Say how many lines in the records include the string "Cocoteros", adding no other words.

Collected data
■ ■ ■ ■ ■
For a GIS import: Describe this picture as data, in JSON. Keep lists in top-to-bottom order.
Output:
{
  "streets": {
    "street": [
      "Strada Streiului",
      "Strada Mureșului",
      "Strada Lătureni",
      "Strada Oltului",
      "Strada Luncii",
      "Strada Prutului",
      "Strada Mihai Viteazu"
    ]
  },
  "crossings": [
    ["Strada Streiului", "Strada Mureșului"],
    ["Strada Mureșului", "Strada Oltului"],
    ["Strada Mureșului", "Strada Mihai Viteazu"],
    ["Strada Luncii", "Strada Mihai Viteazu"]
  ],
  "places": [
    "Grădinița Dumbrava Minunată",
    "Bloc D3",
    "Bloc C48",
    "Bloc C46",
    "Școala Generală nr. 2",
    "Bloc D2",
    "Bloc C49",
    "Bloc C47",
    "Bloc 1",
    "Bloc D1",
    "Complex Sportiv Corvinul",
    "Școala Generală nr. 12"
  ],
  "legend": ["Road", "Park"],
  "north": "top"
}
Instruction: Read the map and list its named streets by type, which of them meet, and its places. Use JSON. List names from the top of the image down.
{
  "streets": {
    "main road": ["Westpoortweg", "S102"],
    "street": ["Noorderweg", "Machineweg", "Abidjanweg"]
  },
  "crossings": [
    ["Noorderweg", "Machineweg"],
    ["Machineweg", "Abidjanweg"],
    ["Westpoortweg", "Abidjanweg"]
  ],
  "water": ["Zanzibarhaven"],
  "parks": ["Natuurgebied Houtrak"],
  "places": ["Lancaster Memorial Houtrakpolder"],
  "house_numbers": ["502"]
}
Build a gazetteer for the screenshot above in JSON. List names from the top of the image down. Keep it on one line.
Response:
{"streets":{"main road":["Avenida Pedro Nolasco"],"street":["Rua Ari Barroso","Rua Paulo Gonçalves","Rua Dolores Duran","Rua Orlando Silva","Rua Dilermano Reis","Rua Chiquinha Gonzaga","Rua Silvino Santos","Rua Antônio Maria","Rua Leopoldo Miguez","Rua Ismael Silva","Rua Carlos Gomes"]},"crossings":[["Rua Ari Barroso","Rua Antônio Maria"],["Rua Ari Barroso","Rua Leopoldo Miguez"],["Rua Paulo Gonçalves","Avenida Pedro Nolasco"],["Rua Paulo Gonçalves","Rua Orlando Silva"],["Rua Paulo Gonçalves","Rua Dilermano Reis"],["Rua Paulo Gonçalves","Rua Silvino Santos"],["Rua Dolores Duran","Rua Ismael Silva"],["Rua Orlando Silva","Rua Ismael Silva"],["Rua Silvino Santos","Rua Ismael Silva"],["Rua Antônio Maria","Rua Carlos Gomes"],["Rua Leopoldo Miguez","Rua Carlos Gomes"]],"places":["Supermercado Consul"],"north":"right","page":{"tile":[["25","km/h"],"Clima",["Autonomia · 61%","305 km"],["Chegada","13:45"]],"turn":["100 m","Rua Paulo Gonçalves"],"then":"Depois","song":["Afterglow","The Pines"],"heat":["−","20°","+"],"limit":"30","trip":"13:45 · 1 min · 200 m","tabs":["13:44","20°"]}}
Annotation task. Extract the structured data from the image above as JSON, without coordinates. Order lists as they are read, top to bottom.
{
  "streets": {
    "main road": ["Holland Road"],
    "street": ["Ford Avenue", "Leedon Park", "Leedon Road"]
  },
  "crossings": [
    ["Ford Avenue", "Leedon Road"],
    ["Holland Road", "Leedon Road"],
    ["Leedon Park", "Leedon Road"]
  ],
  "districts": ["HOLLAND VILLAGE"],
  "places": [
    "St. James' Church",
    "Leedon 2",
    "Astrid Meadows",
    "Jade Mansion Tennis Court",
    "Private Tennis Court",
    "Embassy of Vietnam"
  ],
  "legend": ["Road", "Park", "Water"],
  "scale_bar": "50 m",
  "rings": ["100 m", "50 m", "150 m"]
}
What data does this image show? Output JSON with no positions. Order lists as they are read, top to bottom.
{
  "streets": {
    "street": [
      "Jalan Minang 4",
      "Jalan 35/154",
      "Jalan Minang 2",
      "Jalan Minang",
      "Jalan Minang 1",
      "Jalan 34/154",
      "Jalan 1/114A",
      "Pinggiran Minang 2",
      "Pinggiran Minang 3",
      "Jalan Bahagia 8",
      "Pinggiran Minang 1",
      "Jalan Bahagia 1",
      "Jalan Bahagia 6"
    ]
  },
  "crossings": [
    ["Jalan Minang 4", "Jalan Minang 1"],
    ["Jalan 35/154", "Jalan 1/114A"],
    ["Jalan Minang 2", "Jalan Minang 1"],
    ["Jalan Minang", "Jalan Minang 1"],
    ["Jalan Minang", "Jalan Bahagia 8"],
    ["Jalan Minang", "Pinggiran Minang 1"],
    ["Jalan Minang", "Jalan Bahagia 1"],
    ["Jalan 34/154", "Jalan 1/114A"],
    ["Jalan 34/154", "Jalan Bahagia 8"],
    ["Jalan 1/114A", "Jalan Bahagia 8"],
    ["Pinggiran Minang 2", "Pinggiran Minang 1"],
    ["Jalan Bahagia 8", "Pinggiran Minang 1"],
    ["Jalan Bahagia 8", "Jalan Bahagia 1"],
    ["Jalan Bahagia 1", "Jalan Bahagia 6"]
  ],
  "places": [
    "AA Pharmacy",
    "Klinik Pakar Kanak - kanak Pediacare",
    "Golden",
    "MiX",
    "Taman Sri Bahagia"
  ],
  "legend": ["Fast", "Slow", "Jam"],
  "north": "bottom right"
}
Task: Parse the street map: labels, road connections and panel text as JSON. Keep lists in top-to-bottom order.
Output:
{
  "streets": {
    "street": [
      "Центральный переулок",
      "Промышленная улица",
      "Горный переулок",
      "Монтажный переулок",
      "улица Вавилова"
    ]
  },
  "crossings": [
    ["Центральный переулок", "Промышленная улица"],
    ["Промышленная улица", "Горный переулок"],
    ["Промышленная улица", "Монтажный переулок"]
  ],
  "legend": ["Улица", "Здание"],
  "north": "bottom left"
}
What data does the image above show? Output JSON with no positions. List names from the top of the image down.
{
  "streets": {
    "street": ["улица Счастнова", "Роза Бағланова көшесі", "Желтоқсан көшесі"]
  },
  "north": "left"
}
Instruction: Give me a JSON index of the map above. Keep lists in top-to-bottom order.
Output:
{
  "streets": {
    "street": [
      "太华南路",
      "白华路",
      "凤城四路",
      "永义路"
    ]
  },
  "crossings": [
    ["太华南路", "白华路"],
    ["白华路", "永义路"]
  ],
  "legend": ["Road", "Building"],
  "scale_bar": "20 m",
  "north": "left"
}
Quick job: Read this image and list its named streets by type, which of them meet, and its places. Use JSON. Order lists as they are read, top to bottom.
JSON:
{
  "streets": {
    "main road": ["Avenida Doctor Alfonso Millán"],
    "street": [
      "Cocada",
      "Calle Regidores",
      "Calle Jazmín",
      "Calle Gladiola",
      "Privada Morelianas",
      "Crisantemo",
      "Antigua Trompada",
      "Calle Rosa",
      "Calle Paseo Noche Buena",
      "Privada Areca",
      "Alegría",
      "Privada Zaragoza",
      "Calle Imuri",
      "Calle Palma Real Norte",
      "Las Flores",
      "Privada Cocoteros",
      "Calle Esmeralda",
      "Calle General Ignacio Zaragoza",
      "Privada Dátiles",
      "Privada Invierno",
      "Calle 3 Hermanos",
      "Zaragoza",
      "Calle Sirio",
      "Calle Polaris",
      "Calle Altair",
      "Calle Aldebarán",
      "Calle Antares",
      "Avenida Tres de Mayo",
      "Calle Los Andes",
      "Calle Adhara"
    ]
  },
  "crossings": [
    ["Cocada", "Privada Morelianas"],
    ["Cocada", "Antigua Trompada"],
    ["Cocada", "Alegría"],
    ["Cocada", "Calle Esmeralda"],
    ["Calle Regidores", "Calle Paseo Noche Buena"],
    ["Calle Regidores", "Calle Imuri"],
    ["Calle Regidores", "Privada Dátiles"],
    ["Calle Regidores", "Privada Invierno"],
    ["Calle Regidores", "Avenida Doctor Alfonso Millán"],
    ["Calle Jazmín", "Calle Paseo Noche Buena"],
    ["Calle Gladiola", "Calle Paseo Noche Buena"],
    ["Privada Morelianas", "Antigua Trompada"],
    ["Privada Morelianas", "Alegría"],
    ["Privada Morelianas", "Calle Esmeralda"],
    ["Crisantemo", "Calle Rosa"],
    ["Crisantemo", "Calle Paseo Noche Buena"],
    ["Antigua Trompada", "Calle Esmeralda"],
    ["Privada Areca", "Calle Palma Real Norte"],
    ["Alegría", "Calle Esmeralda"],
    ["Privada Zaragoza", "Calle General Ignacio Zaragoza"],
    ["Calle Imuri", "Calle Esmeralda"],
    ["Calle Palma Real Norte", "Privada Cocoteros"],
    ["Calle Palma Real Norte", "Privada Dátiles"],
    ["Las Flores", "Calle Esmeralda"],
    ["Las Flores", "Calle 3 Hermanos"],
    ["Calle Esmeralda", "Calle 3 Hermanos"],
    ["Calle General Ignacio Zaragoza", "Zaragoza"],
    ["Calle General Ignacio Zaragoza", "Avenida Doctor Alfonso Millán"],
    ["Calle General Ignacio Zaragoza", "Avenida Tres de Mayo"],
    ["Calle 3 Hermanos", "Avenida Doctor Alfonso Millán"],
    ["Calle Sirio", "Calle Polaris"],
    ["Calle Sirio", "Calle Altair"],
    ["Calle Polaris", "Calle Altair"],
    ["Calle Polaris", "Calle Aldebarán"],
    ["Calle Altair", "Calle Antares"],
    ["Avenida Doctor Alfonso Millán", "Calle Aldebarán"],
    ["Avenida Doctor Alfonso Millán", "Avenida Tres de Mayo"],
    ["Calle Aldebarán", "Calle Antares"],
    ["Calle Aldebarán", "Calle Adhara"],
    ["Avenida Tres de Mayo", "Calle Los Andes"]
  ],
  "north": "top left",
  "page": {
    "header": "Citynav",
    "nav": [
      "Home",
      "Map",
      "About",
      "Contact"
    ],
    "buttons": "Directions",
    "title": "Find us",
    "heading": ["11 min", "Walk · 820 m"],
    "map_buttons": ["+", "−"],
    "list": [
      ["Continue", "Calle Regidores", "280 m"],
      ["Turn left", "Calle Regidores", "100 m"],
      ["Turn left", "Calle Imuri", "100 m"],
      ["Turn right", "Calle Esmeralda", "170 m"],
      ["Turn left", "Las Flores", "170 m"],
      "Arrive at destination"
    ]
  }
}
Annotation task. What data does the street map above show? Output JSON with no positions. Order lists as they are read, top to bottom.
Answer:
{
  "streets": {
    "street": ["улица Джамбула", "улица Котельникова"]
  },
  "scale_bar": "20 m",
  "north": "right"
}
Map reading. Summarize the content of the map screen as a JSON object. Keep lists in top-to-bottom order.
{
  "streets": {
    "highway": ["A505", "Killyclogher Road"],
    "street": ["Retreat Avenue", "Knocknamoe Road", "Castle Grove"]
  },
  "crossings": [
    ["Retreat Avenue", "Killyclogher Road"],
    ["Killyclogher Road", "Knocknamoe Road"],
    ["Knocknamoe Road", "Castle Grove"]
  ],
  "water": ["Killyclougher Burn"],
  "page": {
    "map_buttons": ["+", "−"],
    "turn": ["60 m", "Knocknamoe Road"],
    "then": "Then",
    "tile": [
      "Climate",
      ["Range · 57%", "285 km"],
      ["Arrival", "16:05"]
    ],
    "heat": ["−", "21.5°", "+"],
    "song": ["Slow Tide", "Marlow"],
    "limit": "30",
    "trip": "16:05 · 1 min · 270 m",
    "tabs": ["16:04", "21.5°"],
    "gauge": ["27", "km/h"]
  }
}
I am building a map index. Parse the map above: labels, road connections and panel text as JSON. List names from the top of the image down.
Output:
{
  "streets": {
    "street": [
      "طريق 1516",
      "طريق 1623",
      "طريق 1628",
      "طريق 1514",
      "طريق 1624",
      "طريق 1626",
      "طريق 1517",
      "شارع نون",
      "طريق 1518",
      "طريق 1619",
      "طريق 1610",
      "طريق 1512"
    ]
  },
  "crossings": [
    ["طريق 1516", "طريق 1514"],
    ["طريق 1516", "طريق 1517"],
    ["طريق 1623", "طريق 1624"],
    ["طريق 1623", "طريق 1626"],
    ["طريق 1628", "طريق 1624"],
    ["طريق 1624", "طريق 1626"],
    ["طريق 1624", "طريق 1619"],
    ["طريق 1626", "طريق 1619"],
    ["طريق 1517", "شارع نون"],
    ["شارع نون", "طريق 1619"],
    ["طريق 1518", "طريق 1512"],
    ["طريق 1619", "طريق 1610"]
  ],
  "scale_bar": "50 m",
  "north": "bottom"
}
■ ■ ■ ■ ■
## Answer below:
2